Shami was arrested by Palestinian authorities in January after two members of his group carried out a double suicide attack near Beit Lid in Israel, killing at least 21 Israelis and wounding 60 others.
Shami, noting that his statement on Saturday represented a shift in his position, said there was a need for the Palestinian Authority and its fundamentalist opposition to enter into dialogue.
The self-rule government of Palestine Liberation Organization leader Yasser Arafat began holding discussions a month ago with the Islamic Jihad and with the larger Hamas fundamentalist movement in an effort to ease tensions in the Gaza Strip.
But the Islamic Jihad’s Damascus-based leader, Fathi al-Shuqaqi, said Sunday that no understanding had been reached with the Palestinian Authority, and that the group would never agree to stop terror attacks against Israelis.
Islamic Jihad has demanded that the Palestinian Authority release all fundamentalist activists still held in detention, suspend the military court it established recently to prosecute activists and stop mass arrests.
Meanwhile, Palestinian officials in Gaza said they would begin confiscating unlicensed weapons.
The announcement came after a deadline issued by the Palestinian Authority for registering the weapons expired Sunday.
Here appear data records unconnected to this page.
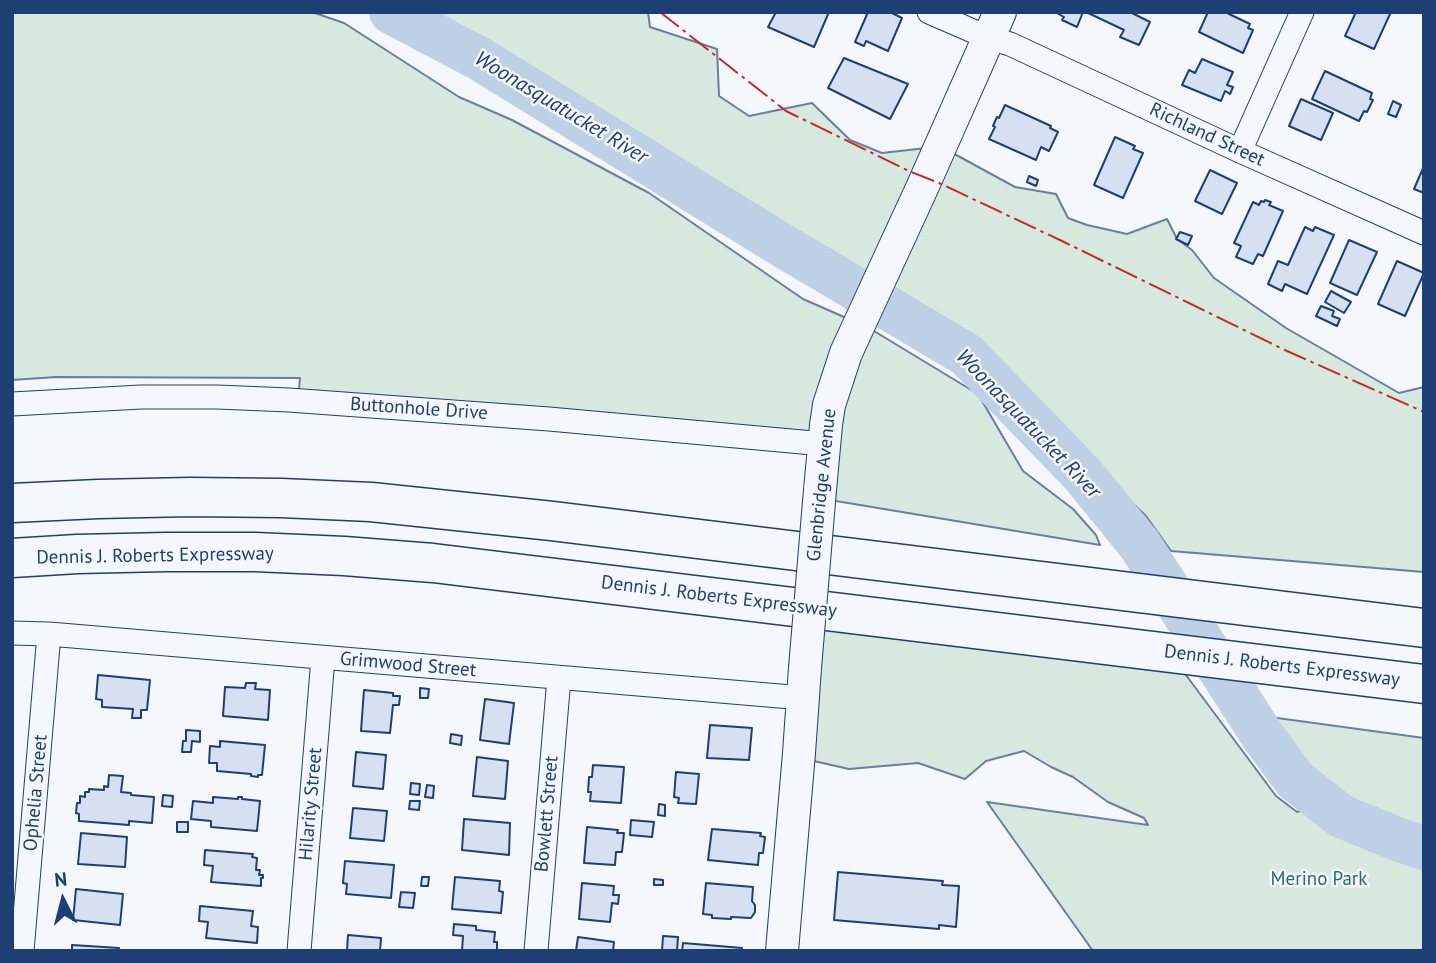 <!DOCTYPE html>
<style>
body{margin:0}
#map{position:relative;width:1436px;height:963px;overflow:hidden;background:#f4f7fb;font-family:"PT Sans",sans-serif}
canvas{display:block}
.frame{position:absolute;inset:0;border:14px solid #1d3f73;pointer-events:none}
.north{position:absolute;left:28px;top:865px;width:70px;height:70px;-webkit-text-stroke:5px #f4f7fb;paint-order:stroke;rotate:354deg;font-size:19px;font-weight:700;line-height:28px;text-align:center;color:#1d3f73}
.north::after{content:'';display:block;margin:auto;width:24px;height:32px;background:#1d3f73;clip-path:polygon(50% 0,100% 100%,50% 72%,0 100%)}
</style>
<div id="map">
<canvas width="1436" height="963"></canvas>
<div class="frame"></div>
<div class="north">N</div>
</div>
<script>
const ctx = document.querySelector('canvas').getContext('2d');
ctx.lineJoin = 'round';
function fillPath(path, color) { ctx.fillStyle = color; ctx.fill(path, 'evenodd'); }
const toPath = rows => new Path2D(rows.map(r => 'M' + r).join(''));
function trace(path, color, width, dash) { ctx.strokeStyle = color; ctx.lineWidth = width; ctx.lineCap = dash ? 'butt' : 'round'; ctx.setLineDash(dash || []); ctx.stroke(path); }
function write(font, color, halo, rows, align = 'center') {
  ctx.font = font + ' "PT Sans",sans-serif'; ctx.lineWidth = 5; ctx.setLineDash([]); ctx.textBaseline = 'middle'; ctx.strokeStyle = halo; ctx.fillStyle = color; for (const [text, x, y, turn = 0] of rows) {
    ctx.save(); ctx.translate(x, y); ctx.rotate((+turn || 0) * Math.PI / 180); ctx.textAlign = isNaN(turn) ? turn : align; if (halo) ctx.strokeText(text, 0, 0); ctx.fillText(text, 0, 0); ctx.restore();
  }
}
const green = toPath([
 [12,12,312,12,344,23,459,97,512,120,649,193,803,299,869,328,978,394,1023,471,1073,509,1096,535,1100,545,824,499,813,451,299,390,300,378,56,377,12,380,12,12],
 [401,12,648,12,650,27,717,49,719,96,749,116,812,103,850,140,882,153,944,146,949,151,1015,187,1056,194,1068,218,1087,225,1127,234,1167,219,1177,239,1192,250,1214,278,1286,328,1399,393,1424,387,1424,572,1171,551,1146,516,1005,380,980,347,885,282,803,252,752,213,579,112,500,60,401,12],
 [809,618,1177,663,1276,796,1297,812,1343,797,1317,781,1290,758,1276,733,1270,717,1424,738,1424,951,1093,951,987,802,1148,825,1144,818,1108,802,1073,777,1051,767,1024,751,986,761,965,779,918,763,849,769,805,759,809,618]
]);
fillPath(green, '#d7e8df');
trace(green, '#687fa3', 2);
trace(toPath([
 [391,12,480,59,775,241,967,355,1083,475,1140,545,1262,735,1295,780,1341,816,1402,841,1424,848]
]), '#bed0e5', 44);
const building = toPath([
 [776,12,829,12,814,47,768,27,776,12],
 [868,12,890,12,902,18,888,51,866,41,864,46,855,42,868,12],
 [1055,12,1083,12,1077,27,1062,20,1064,17,1055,12],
 [1086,12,1130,12,1150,22,1139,45,1120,37,1124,30,1086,12],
 [1208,12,1225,12,1250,24,1248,28,1253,30,1243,53,1199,32,1208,12],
 [1356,12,1387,12,1390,14,1374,49,1345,36,1356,12],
 [844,58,908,84,890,119,828,88,844,58],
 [1202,59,1233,72,1227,85,1233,87,1230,94,1225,91,1221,101,1182,85,1189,70,1195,73,1202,59],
 [1325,71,1372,93,1370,99,1373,100,1367,112,1364,111,1359,121,1312,99,1325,71],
 [1301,99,1333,113,1321,140,1289,126,1301,99],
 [1393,101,1401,105,1396,117,1388,114,1393,101],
 [1005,105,1051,126,1050,128,1058,132,1049,151,1041,147,1036,160,989,139,995,127,993,126,997,117,999,118,1005,105],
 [1115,137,1135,146,1133,149,1143,153,1123,198,1094,185,1115,137],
 [1424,166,1424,193,1414,189,1424,166],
 [1210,170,1237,183,1222,214,1195,201,1210,170],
 [1029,176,1038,180,1036,186,1027,182,1029,176],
 [1265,200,1271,202,1269,205,1283,211,1263,256,1258,254,1253,264,1236,257,1241,246,1234,243,1253,202,1259,205,1261,201,1264,202,1265,200],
 [1305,227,1313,231,1315,227,1334,235,1307,294,1285,284,1282,291,1268,284,1278,261,1288,265,1305,227],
 [1180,232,1192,236,1188,245,1176,239,1180,232],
 [1349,240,1377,252,1357,295,1330,283,1349,240],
 [1397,261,1424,273,1405,316,1378,304,1397,261],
 [1331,291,1351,302,1344,313,1325,302,1331,291],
 [1321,306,1334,311,1332,316,1340,319,1337,326,1316,316,1321,306],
 [98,675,150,680,147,710,141,710,141,718,132,718,133,709,102,707,102,700,96,699,98,675],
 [246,683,256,683,255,689,270,690,268,720,223,716,225,687,245,688,246,683],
 [420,688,429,689,428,698,420,698,420,688],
 [364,690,393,693,393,696,400,696,399,705,393,705,390,733,361,731,364,690],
 [485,699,514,703,509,744,480,740,485,699],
 [710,725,752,728,749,760,707,758,710,725],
 [186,730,200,731,200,742,192,741,191,752,182,752,183,741,186,741,186,730],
 [451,734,462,736,461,745,450,743,451,734],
 [220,741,265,745,262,775,258,775,258,777,251,776,251,774,217,771,217,763,209,763,210,746,220,747,220,741],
 [356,752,386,755,383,789,353,786,356,752],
 [477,757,508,761,505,799,473,796,477,757],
 [593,765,624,767,621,803,590,801,591,792,588,792,589,777,592,777,593,765],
 [676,772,699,774,696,804,678,803,679,798,674,797,676,772],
 [109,775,123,776,121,792,131,793,131,795,154,797,152,823,129,821,129,825,79,821,79,814,76,813,77,803,80,803,80,796,85,797,85,792,89,792,89,789,104,790,104,786,108,787,109,775],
 [411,783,420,784,419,795,410,794,411,783],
 [427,785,434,786,433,798,425,797,427,785],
 [163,795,173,796,172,807,162,806,163,795],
 [213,797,238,799,238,797,242,797,242,799,260,801,257,831,211,827,211,821,191,819,193,801,213,803,213,797],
 [410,801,420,801,419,810,409,809,410,801],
 [659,804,665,805,665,816,658,815,659,804],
 [353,808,387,811,384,841,350,838,353,808],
 [464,819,510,823,509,855,462,850,464,819],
 [631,820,654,822,652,837,630,835,631,820],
 [177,822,188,822,188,832,177,832,177,822],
 [587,827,618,830,617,833,624,833,622,852,616,852,615,865,584,863,587,827],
 [712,829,761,833,760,836,765,837,763,853,759,853,758,865,708,860,712,829],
 [81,833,127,837,125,867,78,864,81,833],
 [205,850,253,854,252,857,257,858,256,870,260,870,259,875,263,875,263,878,261,878,261,886,211,882,213,866,204,865,205,850],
 [345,861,394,865,391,898,346,894,347,884,343,883,345,861],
 [838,872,943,881,942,885,959,886,956,927,939,925,939,929,834,920,838,872],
 [422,877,429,877,428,886,421,886,422,877],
 [455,877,500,881,499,891,503,892,501,913,452,909,455,877],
 [654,879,663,880,663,885,654,885,654,879],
 [582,883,614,886,613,895,619,895,618,904,612,903,610,922,579,919,582,883],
 [706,883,753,887,752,901,755,905,755,912,751,918,731,917,731,919,712,918,712,915,703,914,706,883],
 [76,889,123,894,120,925,73,920,76,889],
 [401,892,415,893,413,908,399,907,401,892],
 [200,906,253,911,251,926,258,927,257,943,206,938,208,922,199,921,200,906],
 [454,924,476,926,476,930,495,932,494,942,497,942,497,951,462,951,463,936,453,935,454,924],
 [348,935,381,938,380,951,347,951,348,935],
 [663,936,678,937,677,951,662,951,663,936],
 [578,937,614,942,613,951,576,951,578,937],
 [683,943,742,948,741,951,682,951,683,943],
 [72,945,119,948,119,951,72,951,72,945]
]);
fillPath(building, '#d5e0f0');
trace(building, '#1d3f73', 2);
const street = toPath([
 [929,12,989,38,1010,44,1240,151,1424,233],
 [1240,151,1302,12],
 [12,404,141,397,217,397,289,400,549,419,824,444],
 [12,633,49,634,803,698],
 [22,951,49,634],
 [299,951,323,658],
 [536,951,559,678]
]);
const secondary = toPath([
 [820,490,826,425,829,405,846,353,922,188,1000,12],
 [782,951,799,753,805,668]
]);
const highway = toPath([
 [12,503,98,499,190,497,281,498,371,502,552,521,1424,628],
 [12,558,77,554,166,552,255,552,344,556,433,563,1424,684]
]);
trace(street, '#1d3f73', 25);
trace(secondary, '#1d3f73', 34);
trace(highway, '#1d3f73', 41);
trace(street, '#f4f7fb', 23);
trace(secondary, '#f4f7fb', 32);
trace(highway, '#f4f7fb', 38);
const secondaryBridge = toPath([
 [805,668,820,490]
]);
trace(secondaryBridge, '#1d3f73', 34, []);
trace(secondaryBridge, '#f4f7fb', 32);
trace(toPath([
 [660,12,786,111,909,171,939,183,1062,241,1287,351,1424,412]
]), '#c62828', 2, [24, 5, 3.5, 5]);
write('19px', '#1d3f73', '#f4f7fb', [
 ["Richland Street",1207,135,25],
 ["Buttonhole Drive",419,409,4],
 ["Glenbridge Avenue",822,485,-84],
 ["Dennis J. Roberts Expressway",155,556,-1],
 ["Dennis J. Roberts Expressway",719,597,7],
 ["Grimwood Street",408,665,5],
 ["Dennis J. Roberts Expressway",1282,666,7],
 ["Ophelia Street",36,793,-85],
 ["Hilarity Street",311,804,-85],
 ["Bowlett Street",547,814,-85]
]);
write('19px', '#2c6c60', '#f4f7fb', [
 ["Merino Park",1319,880]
]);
write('italic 21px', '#1d3f73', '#f4f7fb', [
 ["Woonasquatucket River",561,108,31],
 ["Woonasquatucket River",1028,424,46]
]);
</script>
The deadline was announced last month, amid pressure on the Palestinian Authority to crack down on extremists.
Freih Abu Medein, the Palestinian Authority official in charge of judicial affairs, said police would not carry out arbitrary searches of people’s homes, adding that only those Palestinians carrying unregistered arms in public would be prosecuted.
Relatedly, Israel Radio reported that Palestinian police tracked down a gang in Rafah, in southern Gaza, which had 1,500 forged Israeli identity cards in its possession.
The cards, which have been used in the past by terrorists as a means for entering Israel, were turned over to Israeli authorities.